Looking back 2007, I think it was quite an eventful year. From the transition of career from PC to current company, ended a relationship that I have put in alot of effort, taking up insurance as my new career etc. I must say it was a very tiring year, more downs than ups.... I think I have learned a lot this year, becoming smarter in work, stronger in emotion and more mature in thinking. Last time I always think that having a job and slowly climb the corporate ladder is the most ideal way to be successful in career, but I guess I was wrong. Now, I think a successful career is doing what you enjoy doing and earning a decent income. Ahem..my ambition is to be a successful career woman mah!

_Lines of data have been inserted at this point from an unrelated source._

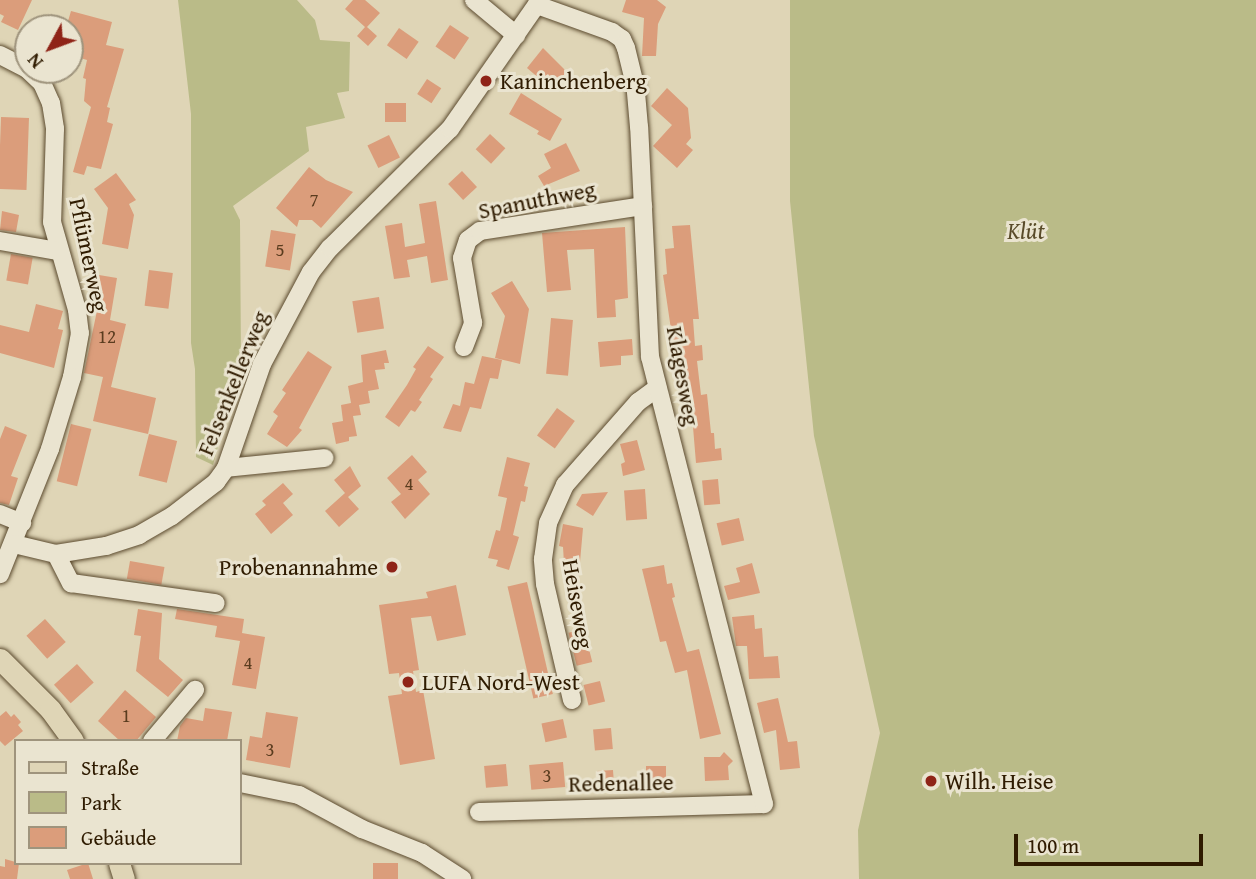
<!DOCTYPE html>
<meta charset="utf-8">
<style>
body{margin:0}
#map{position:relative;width:1256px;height:879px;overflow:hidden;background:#dfd5b6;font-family:"Gentium Book Plus",serif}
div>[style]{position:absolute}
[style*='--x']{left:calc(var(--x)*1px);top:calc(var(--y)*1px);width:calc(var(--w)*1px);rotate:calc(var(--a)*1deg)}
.green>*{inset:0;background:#babb88}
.building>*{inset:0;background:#db9d7b;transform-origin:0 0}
.roads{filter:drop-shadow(0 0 2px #5b4a2e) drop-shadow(0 0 2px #5b4a2e)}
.minor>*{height:18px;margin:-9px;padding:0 9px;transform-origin:9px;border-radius:9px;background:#eae4d0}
.major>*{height:21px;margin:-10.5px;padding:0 10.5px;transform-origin:10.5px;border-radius:10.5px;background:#dfd5b6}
.dots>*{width:19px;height:19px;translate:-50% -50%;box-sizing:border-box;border:4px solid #eae4d0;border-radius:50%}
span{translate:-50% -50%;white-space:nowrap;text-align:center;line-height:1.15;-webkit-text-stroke:6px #eae4d0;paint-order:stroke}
.number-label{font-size:19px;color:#5a3c1f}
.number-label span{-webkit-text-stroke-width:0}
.poi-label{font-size:23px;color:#2f1b00}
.left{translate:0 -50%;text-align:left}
.right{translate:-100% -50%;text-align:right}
.street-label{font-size:23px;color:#2f1b00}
.park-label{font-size:23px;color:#594b29;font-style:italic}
.legend{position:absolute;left:14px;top:739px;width:228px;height:126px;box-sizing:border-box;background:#eae4d0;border:2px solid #9f947d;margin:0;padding:9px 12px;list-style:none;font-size:21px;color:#2f1b00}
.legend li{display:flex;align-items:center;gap:14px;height:35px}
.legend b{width:35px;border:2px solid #9f947d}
.north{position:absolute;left:14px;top:14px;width:70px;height:70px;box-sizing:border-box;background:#eae4d0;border:2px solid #9f947d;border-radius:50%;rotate:229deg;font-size:19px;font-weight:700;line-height:28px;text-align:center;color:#2f1b00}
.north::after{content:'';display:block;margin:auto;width:24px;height:32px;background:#8f2418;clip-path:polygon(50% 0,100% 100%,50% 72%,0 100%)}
.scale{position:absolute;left:1014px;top:834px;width:189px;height:32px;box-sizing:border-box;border:4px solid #2f1b00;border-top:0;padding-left:9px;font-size:21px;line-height:24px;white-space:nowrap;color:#2f1b00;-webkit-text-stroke:5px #eae4d0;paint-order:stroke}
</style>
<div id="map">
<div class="green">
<i style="clip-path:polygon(178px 0,297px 0,315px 20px,320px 40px,350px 42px,349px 91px,337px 93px,345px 118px,306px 127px,309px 151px,233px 206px,240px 220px,241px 361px,213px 465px,196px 457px,195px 369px,191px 343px,191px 114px)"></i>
<i style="clip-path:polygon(790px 0,1256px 0,1256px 879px,859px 879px,858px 830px,880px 733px,814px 436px,790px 201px)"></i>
</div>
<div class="building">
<i style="clip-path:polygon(0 0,32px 0,18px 30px,1px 22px,4px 16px,0 14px)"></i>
<i style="clip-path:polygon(353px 0,365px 0,380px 13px,367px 27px,377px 36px,368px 46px,357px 36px,365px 27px,345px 9px)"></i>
<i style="clip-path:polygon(626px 0,657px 0,666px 7px,658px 24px,656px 56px,642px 56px,644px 18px,622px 12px)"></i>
<i style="clip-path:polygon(71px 11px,112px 22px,106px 45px,124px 49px,107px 107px,110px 108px,107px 122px,113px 124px,101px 169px,87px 166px,84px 175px,73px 172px,91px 107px,84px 101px,86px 79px,83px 78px,87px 60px,70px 55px,70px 28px,66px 28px)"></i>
<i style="left:450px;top:25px;width:23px;height:26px;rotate:34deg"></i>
<i style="left:399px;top:28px;width:24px;height:21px;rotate:35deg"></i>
<i style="clip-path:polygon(543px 48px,568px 73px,554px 91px,527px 68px)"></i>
<i style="left:427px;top:79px;width:17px;height:18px;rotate:33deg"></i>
<i style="clip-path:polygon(667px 88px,688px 108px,691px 138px,686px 144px,693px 150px,677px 168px,653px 146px,672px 125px,651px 106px)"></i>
<i style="clip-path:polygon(521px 93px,562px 119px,550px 141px,537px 134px,539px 131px,509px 114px)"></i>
<i style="left:385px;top:103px;width:21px;height:19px"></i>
<i style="left:1px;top:117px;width:28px;height:72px;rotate:2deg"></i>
<i style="left:490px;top:134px;width:21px;height:21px;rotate:43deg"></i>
<i style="left:389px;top:135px;width:25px;height:24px;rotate:64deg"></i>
<i style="clip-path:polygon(566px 143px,580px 171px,544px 186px,538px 176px,551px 168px,544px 154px)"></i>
<i style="clip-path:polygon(309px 167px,326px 180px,353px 192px,321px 228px,312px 220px,299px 220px,297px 227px,276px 208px)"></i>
<i style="left:462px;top:171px;width:22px;height:19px;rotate:47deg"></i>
<i style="clip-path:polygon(116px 173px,136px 200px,129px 204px,134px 215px,128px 249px,102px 244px,108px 208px,94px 189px)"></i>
<i style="clip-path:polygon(436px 201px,448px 280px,431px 283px,427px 256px,407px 260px,410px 277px,394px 279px,385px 226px,402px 223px,405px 247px,425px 243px,419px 204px)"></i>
<i style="clip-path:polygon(2px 211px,19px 215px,16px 232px,0 230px)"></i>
<i style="clip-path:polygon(690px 225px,699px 319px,693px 319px,695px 346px,702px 345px,703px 360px,697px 361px,701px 395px,707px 394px,711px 433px,714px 433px,715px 449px,721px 448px,722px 460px,696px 463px,692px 415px,688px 415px,684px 383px,679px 384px,663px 275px,667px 274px,665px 249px,674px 248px,672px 226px)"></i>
<i style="clip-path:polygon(625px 227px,628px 298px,615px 300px,616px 317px,597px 318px,594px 249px,567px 250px,571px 290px,547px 292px,542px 233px)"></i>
<i style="left:271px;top:230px;width:25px;height:37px;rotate:9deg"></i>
<i style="left:11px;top:254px;width:22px;height:27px;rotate:10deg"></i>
<i style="left:149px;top:270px;width:24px;height:36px;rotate:7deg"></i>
<i style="clip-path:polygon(99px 275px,117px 278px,110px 320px,126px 324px,111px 387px,156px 398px,148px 434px,93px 421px,103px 377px,84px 373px,99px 301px,94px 300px)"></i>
<i style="clip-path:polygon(512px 281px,529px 309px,520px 364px,495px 358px,505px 316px,491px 293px)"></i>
<i style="left:379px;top:297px;width:32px;height:27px;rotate:81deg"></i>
<i style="clip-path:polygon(36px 304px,63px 311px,58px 329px,63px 330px,54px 368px,0 353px,0 325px,29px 332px)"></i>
<i style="left:551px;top:318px;width:22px;height:56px;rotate:5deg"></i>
<i style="clip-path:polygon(632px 339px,633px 355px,621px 356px,621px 365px,600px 367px,598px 342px)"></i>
<i style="clip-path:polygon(428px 346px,444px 357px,430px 377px,433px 379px,419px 400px,422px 402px,415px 412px,411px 410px,399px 427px,385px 417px,407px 385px,416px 369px,413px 367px)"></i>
<i style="clip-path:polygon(386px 350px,389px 363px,384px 363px,385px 369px,375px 370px,379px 389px,368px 391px,370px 403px,359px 405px,361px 415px,353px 416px,357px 436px,349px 437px,349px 441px,336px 444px,332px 423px,343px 421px,341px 405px,351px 403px,348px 386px,363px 382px,361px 355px)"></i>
<i style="clip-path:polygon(308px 351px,332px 367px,299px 428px,302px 430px,287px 447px,267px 434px,278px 416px,273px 412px,286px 393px,282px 390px)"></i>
<i style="clip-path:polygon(482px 356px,502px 360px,498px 379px,490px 378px,481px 409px,470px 407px,461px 432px,443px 428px,453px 404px,460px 406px,465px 382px,474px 384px)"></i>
<i style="left:557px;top:408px;width:22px;height:34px;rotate:36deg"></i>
<i style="left:71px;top:424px;width:21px;height:59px;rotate:14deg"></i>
<i style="clip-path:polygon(5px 426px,27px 435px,11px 476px,18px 478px,9px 505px,0 503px,0 439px)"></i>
<i style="left:149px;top:434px;width:29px;height:43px;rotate:14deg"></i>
<i style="clip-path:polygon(637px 440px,645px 470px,623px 476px,621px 464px,625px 462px,620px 444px)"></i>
<i style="clip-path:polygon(412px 455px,427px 472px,418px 480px,430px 494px,405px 519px,391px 502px,401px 494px,387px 478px)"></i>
<i style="clip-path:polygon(507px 457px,530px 463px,524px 486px,528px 487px,525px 502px,521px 501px,513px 535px,519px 537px,509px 570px,496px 566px,498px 560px,488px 558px,496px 530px,500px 531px,507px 498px,498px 496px)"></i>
<i style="clip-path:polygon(350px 466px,361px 486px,348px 497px,359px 509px,339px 527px,325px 511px,345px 493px,334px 480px)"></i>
<i style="left:718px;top:479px;width:25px;height:16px;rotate:85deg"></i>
<i style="clip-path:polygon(283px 483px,293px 494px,283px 503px,293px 515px,271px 534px,255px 514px,266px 505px,262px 501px)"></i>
<i style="left:645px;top:489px;width:30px;height:21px;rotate:86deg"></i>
<i style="clip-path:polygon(608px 492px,593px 516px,576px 505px,582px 494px)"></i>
<i style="left:739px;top:518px;width:23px;height:23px;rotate:77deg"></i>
<i style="clip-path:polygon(563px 524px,583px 528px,580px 562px,564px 563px,563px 547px,559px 546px)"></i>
<i style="left:130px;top:561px;width:35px;height:18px;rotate:10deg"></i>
<i style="clip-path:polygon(752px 563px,760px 593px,728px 600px,724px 586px,740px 582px,736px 568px)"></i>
<i style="clip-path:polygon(664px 565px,667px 584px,672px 583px,675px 597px,672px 598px,687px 652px,699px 649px,721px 734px,700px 739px,687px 670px,675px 673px,666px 641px,660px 642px,642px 569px)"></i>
<i style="left:527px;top:582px;width:115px;height:20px;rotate:77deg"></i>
<i style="clip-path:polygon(456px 585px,466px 635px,437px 641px,431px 616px,411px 618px,419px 670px,413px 671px,416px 692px,423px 690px,435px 759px,400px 765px,388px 696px,402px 694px,399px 673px,389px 674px,379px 605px,428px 598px,426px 592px)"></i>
<i style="clip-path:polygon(138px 609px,162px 613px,159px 659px,183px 680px,168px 697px,136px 671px,141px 636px,134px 635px)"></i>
<i style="clip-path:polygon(177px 609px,244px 619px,242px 633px,265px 637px,256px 689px,232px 685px,240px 641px,215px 637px,217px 626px,175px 619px)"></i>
<i style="clip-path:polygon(754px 615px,755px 629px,762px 628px,764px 657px,778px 656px,780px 678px,749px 679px,747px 646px,736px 646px,732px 617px)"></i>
<i style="left:45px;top:619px;width:31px;height:25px;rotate:48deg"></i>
<i style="left:584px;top:629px;width:34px;height:16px;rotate:76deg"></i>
<i style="left:77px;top:664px;width:25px;height:31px;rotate:48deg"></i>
<i style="left:600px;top:681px;width:21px;height:17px;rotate:76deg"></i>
<i style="clip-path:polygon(125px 690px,156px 717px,136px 741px,120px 741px,98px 721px)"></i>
<i style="clip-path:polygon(778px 698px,788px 742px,797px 741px,800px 768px,780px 770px,776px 730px,764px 733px,757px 703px)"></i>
<i style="clip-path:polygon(205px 708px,232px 712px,227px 741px,177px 741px,180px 726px,186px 718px,203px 721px)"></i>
<i style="clip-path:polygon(6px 711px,11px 717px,14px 714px,21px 722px,18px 725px,23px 731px,5px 746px,0 741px,0 716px)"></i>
<i style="clip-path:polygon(266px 712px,298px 717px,290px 768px,246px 760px,250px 736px,262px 738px)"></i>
<i style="left:563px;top:719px;width:19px;height:22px;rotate:78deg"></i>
<i style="left:611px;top:728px;width:21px;height:18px;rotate:85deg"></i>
<i style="clip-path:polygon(724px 752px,733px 761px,728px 766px,729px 780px,705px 781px,704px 757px,720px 757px)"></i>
<i style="left:563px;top:762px;width:25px;height:34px;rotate:85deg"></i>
<i style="left:506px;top:764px;width:22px;height:22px;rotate:85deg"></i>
<i style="left:646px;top:766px;width:20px;height:19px"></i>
<i style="left:613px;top:770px;width:16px;height:16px;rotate:86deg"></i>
<i style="clip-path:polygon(5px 859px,19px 863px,17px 879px,0 879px,0 866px,5px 867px)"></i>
<i style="clip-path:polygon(88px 863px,93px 879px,70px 879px,67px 870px)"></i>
<i style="left:398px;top:863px;width:16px;height:25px;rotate:90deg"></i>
</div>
<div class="roads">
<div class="minor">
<i style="--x:474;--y:0;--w:55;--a:39.8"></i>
<i style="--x:0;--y:55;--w:30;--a:27"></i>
<i style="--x:27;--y:69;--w:21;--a:43"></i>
<i style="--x:42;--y:83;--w:22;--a:66"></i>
<i style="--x:51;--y:103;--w:26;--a:81"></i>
<i style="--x:55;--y:129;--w:93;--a:91.8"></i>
<i style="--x:52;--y:222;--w:91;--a:74.1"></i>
<i style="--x:77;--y:310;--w:23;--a:83"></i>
<i style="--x:80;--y:333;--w:45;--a:100.3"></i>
<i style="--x:72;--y:377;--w:75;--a:107"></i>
<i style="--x:50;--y:449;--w:135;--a:111.8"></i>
<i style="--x:0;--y:241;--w:59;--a:9.8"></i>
<i style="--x:464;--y:347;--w:26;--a:-69"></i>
<i style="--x:473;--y:323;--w:66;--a:-99.6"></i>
<i style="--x:462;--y:258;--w:19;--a:-72"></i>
<i style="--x:468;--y:240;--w:15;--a:-37"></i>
<i style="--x:480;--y:231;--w:165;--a:-8.7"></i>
<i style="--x:226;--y:468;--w:99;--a:-5.8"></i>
<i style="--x:0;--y:514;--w:24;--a:22"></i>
<i style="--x:14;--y:544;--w:43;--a:13.4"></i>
<i style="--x:56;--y:554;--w:51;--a:-9.1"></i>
<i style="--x:106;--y:546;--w:35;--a:-18"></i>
<i style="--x:139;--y:535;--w:38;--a:-30"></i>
<i style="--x:172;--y:516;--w:56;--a:-37.7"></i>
<i style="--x:216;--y:482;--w:17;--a:-54"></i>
<i style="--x:226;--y:468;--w:110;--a:-70.9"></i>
<i style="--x:262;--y:364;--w:104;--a:-62"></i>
<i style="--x:311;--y:272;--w:31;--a:-52"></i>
<i style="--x:330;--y:248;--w:169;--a:-44.8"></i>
<i style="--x:450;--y:129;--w:157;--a:-55.1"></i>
<i style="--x:56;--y:554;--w:33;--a:63"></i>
<i style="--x:71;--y:583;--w:146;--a:7.9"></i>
<i style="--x:572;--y:700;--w:119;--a:-103.1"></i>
<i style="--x:545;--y:584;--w:25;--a:-95"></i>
<i style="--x:543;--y:559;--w:36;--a:-82"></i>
<i style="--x:548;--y:523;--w:42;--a:-65.9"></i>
<i style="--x:565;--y:485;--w:111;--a:-48.7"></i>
<i style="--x:638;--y:402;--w:24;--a:-36"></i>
<i style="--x:152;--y:741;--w:67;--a:-49.9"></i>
<i style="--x:240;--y:783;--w:60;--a:11.5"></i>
<i style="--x:299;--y:795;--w:72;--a:28.4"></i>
<i style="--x:362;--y:829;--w:65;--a:21.8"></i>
<i style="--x:422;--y:853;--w:48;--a:33"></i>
<i style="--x:479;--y:812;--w:285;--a:-1.6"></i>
<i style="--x:764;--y:804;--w:461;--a:-104.3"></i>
<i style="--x:650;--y:357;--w:230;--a:-92.7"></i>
<i style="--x:639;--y:127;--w:38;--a:-95"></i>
<i style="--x:636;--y:89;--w:42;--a:-103.7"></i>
<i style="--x:626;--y:48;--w:10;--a:-114"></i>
<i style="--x:622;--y:39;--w:12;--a:-145"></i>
<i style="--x:612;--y:32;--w:80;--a:-160.2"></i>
</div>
<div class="major">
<i style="--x:0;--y:659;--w:71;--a:45"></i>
<i style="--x:50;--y:709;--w:39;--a:54"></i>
<i style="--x:119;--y:863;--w:17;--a:73"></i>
</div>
</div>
<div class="dots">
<i style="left:486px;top:81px;background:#8f2418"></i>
<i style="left:392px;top:567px;background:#8f2418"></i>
<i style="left:408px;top:682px;background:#8f2418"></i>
<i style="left:931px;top:781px;background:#8f2418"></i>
</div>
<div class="number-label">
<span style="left:314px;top:200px">7</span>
<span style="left:280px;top:250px">5</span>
<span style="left:107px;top:337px">12</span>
<span style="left:409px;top:484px">4</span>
<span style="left:248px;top:663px">4</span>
<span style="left:126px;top:716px">1</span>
<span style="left:270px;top:750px">3</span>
<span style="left:547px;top:776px">3</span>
</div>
<div class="poi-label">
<span class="left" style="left:500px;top:81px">Kaninchenberg</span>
<span class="right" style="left:378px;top:567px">Probenannahme</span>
<span class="left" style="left:422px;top:682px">LUFA Nord-West</span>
<span class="left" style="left:945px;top:781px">Wilh. Heise</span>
</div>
<div class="street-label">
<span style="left:537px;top:200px;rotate:-11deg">Spanuthweg</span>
<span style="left:89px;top:255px;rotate:78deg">Pflümerweg</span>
<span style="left:683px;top:376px;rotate:80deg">Klagesweg</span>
<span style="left:233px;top:383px;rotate:-68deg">Felsenkellerweg</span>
<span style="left:578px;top:604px;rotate:80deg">Heiseweg</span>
<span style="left:621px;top:783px;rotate:-1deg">Redenallee</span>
</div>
<div class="park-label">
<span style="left:1026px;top:231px">Klüt</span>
</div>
<ul class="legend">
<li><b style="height:9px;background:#dfd5b6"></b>Straße</li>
<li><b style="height:19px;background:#babb88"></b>Park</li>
<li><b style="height:19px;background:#db9d7b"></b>Gebäude</li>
</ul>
<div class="north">N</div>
<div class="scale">100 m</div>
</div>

NEXT...New Year Resolutions! Think last year I never set any so whole year very slack and never improve myself. This year I better set some targets for myself:

Career
1. To launch my product successfully in Mar and resign.
2. To join Great Eastern Life full time in Mar and hit my personal sales by Dec.
3. To be a competent and trustworthy life planner.
4. To improve on my product knowledge and get updates on industry news.

Family
1. To help my parents, sister and myself to plan for our insurance and medical coverage.
2. To spend more time with my mummy as I think she needs more exposure.
3. To organise and co-share an oversea trip with the family (maybe Hong Kong or China)
4. To give parents more allowances if I can make it in my new career (now too lowly paid to give more allowance)

Personal
1. To buy a portable laptop for my insurance career.
2. To buy a PDA phone for my insurance career.
3. To save more money! Haha..spend liao hope still have remaining. Must repay study loans first. Maybe less shopping lor!
4. To do more self study to improve myself in for general knowledge.
5. To lost some weight! So must exercise more! Targeting once a week exercise..:)
6. To look better, maybe get used to wearing contact lens and have more fashion sense. (Yah..i know this is a vain one, but all girls like to be pretty!)

Relationship
1. To catch up with more friends, especially those who have lost touch for a while.
2. To spend more time with my dearest Joyce roomie, Vivien buddy, MQ Shifu, NTU sisters, JC friends, PC gals, Bro Kaiyan and Andrew, Yuyi and Huiyun.
3. Ermm....maybe to find someone who knows how to love and take care of me. I believe in destiny and fate!

Woah....looks like quite a long list there. I will jia you and achieve my aims for the year! Life is gonna be great this year! *Heehee...coz with Great Eastern, life is great!

Have you set your resolutions? If not, do it soon coz it is definitely useful to have aims and directions in life.